## [What this task involves]
Word for word, retype every line of the data.
++++++++++++++++++++
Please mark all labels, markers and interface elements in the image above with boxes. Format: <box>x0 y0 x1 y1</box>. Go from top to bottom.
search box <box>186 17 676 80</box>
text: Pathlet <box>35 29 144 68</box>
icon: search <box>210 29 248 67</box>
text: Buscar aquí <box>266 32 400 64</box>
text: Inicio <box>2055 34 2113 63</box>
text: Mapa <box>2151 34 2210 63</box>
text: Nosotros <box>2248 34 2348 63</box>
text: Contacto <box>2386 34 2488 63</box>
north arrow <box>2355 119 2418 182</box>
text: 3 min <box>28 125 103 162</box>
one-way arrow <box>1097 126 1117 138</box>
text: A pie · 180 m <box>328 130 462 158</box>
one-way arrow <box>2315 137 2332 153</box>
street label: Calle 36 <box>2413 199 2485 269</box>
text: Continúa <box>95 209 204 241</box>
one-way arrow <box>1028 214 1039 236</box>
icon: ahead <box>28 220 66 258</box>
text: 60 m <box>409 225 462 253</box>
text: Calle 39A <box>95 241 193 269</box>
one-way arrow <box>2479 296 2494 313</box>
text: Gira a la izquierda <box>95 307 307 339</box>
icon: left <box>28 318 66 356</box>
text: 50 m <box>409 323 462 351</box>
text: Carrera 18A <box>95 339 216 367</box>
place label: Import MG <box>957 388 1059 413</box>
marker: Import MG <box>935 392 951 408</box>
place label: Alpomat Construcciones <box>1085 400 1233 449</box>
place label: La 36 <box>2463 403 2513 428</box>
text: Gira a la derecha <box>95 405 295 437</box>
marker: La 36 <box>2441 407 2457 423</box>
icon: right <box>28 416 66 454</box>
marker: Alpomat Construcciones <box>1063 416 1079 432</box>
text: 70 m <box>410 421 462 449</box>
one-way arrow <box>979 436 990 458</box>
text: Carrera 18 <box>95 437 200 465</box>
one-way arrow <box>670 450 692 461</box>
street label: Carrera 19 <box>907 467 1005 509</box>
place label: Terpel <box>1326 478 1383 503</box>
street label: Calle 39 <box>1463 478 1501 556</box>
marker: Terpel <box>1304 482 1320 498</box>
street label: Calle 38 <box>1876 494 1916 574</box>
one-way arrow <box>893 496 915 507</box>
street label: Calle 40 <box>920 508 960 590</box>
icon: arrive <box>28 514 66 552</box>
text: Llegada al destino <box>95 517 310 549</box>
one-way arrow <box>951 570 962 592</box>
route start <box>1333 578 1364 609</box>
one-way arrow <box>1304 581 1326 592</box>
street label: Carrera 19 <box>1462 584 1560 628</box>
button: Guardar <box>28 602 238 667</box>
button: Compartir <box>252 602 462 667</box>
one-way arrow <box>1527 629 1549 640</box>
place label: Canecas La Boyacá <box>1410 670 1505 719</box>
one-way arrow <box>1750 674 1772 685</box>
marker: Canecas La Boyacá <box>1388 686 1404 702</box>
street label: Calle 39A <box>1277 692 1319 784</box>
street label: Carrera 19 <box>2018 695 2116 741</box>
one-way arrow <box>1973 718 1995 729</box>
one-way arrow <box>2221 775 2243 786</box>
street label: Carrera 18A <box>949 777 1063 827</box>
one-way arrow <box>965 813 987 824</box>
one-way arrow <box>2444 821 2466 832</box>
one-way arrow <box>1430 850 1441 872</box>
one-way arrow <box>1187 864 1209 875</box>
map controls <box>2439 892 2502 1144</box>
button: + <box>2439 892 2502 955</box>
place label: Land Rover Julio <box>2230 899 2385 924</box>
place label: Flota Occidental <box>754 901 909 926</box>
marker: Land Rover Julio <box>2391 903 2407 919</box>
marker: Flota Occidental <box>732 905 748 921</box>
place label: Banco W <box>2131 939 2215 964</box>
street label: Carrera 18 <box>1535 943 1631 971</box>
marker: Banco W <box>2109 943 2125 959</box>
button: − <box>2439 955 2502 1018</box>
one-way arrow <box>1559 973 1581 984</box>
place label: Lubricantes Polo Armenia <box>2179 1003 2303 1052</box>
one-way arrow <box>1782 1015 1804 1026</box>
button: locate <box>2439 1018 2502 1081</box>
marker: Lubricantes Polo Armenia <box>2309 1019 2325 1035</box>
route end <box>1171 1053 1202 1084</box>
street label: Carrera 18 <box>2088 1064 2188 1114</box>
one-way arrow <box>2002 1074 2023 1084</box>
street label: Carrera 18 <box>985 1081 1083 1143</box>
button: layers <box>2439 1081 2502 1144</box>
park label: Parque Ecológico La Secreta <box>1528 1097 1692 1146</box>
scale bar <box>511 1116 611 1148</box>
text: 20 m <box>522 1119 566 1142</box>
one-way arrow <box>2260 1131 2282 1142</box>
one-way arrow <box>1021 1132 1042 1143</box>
++++++++++++++++++++
## [Exercise solution]
Please mark all labels, markers and interface elements in the image above with boxes. Format: <box>x0 y0 x1 y1</box>. Go from top to bottom.
search box <box>186 17 676 80</box>
text: Pathlet <box>35 29 144 68</box>
icon: search <box>210 29 248 67</box>
text: Buscar aquí <box>266 32 400 64</box>
text: Inicio <box>2055 34 2113 63</box>
text: Mapa <box>2151 34 2210 63</box>
text: Nosotros <box>2248 34 2348 63</box>
text: Contacto <box>2386 34 2488 63</box>
north arrow <box>2355 119 2418 182</box>
text: 3 min <box>28 125 103 162</box>
one-way arrow <box>1097 126 1117 138</box>
text: A pie · 180 m <box>328 130 462 158</box>
one-way arrow <box>2315 137 2332 153</box>
street label: Calle 36 <box>2413 199 2485 269</box>
text: Continúa <box>95 209 204 241</box>
one-way arrow <box>1028 214 1039 236</box>
icon: ahead <box>28 220 66 258</box>
text: 60 m <box>409 225 462 253</box>
text: Calle 39A <box>95 241 193 269</box>
one-way arrow <box>2479 296 2494 313</box>
text: Gira a la izquierda <box>95 307 307 339</box>
icon: left <box>28 318 66 356</box>
text: 50 m <box>409 323 462 351</box>
text: Carrera 18A <box>95 339 216 367</box>
place label: Import MG <box>957 388 1059 413</box>
marker: Import MG <box>935 392 951 408</box>
place label: Alpomat Construcciones <box>1085 400 1233 449</box>
place label: La 36 <box>2463 403 2513 428</box>
text: Gira a la derecha <box>95 405 295 437</box>
marker: La 36 <box>2441 407 2457 423</box>
icon: right <box>28 416 66 454</box>
marker: Alpomat Construcciones <box>1063 416 1079 432</box>
text: 70 m <box>410 421 462 449</box>
one-way arrow <box>979 436 990 458</box>
text: Carrera 18 <box>95 437 200 465</box>
one-way arrow <box>670 450 692 461</box>
street label: Carrera 19 <box>907 467 1005 509</box>
place label: Terpel <box>1326 478 1383 503</box>
street label: Calle 39 <box>1463 478 1501 556</box>
marker: Terpel <box>1304 482 1320 498</box>
street label: Calle 38 <box>1876 494 1916 574</box>
one-way arrow <box>893 496 915 507</box>
street label: Calle 40 <box>920 508 960 590</box>
icon: arrive <box>28 514 66 552</box>
text: Llegada al destino <box>95 517 310 549</box>
one-way arrow <box>951 570 962 592</box>
route start <box>1333 578 1364 609</box>
one-way arrow <box>1304 581 1326 592</box>
street label: Carrera 19 <box>1462 584 1560 628</box>
button: Guardar <box>28 602 238 667</box>
button: Compartir <box>252 602 462 667</box>
one-way arrow <box>1527 629 1549 640</box>
place label: Canecas La Boyacá <box>1410 670 1505 719</box>
one-way arrow <box>1750 674 1772 685</box>
marker: Canecas La Boyacá <box>1388 686 1404 702</box>
street label: Calle 39A <box>1277 692 1319 784</box>
street label: Carrera 19 <box>2018 695 2116 741</box>
one-way arrow <box>1973 718 1995 729</box>
one-way arrow <box>2221 775 2243 786</box>
street label: Carrera 18A <box>949 777 1063 827</box>
one-way arrow <box>965 813 987 824</box>
one-way arrow <box>2444 821 2466 832</box>
one-way arrow <box>1430 850 1441 872</box>
one-way arrow <box>1187 864 1209 875</box>
map controls <box>2439 892 2502 1144</box>
button: + <box>2439 892 2502 955</box>
place label: Land Rover Julio <box>2230 899 2385 924</box>
place label: Flota Occidental <box>754 901 909 926</box>
marker: Land Rover Julio <box>2391 903 2407 919</box>
marker: Flota Occidental <box>732 905 748 921</box>
place label: Banco W <box>2131 939 2215 964</box>
street label: Carrera 18 <box>1535 943 1631 971</box>
marker: Banco W <box>2109 943 2125 959</box>
button: − <box>2439 955 2502 1018</box>
one-way arrow <box>1559 973 1581 984</box>
place label: Lubricantes Polo Armenia <box>2179 1003 2303 1052</box>
one-way arrow <box>1782 1015 1804 1026</box>
button: locate <box>2439 1018 2502 1081</box>
marker: Lubricantes Polo Armenia <box>2309 1019 2325 1035</box>
route end <box>1171 1053 1202 1084</box>
street label: Carrera 18 <box>2088 1064 2188 1114</box>
one-way arrow <box>2002 1074 2023 1084</box>
street label: Carrera 18 <box>985 1081 1083 1143</box>
button: layers <box>2439 1081 2502 1144</box>
park label: Parque Ecológico La Secreta <box>1528 1097 1692 1146</box>
scale bar <box>511 1116 611 1148</box>
text: 20 m <box>522 1119 566 1142</box>
one-way arrow <box>2260 1131 2282 1142</box>
one-way arrow <box>1021 1132 1042 1143</box>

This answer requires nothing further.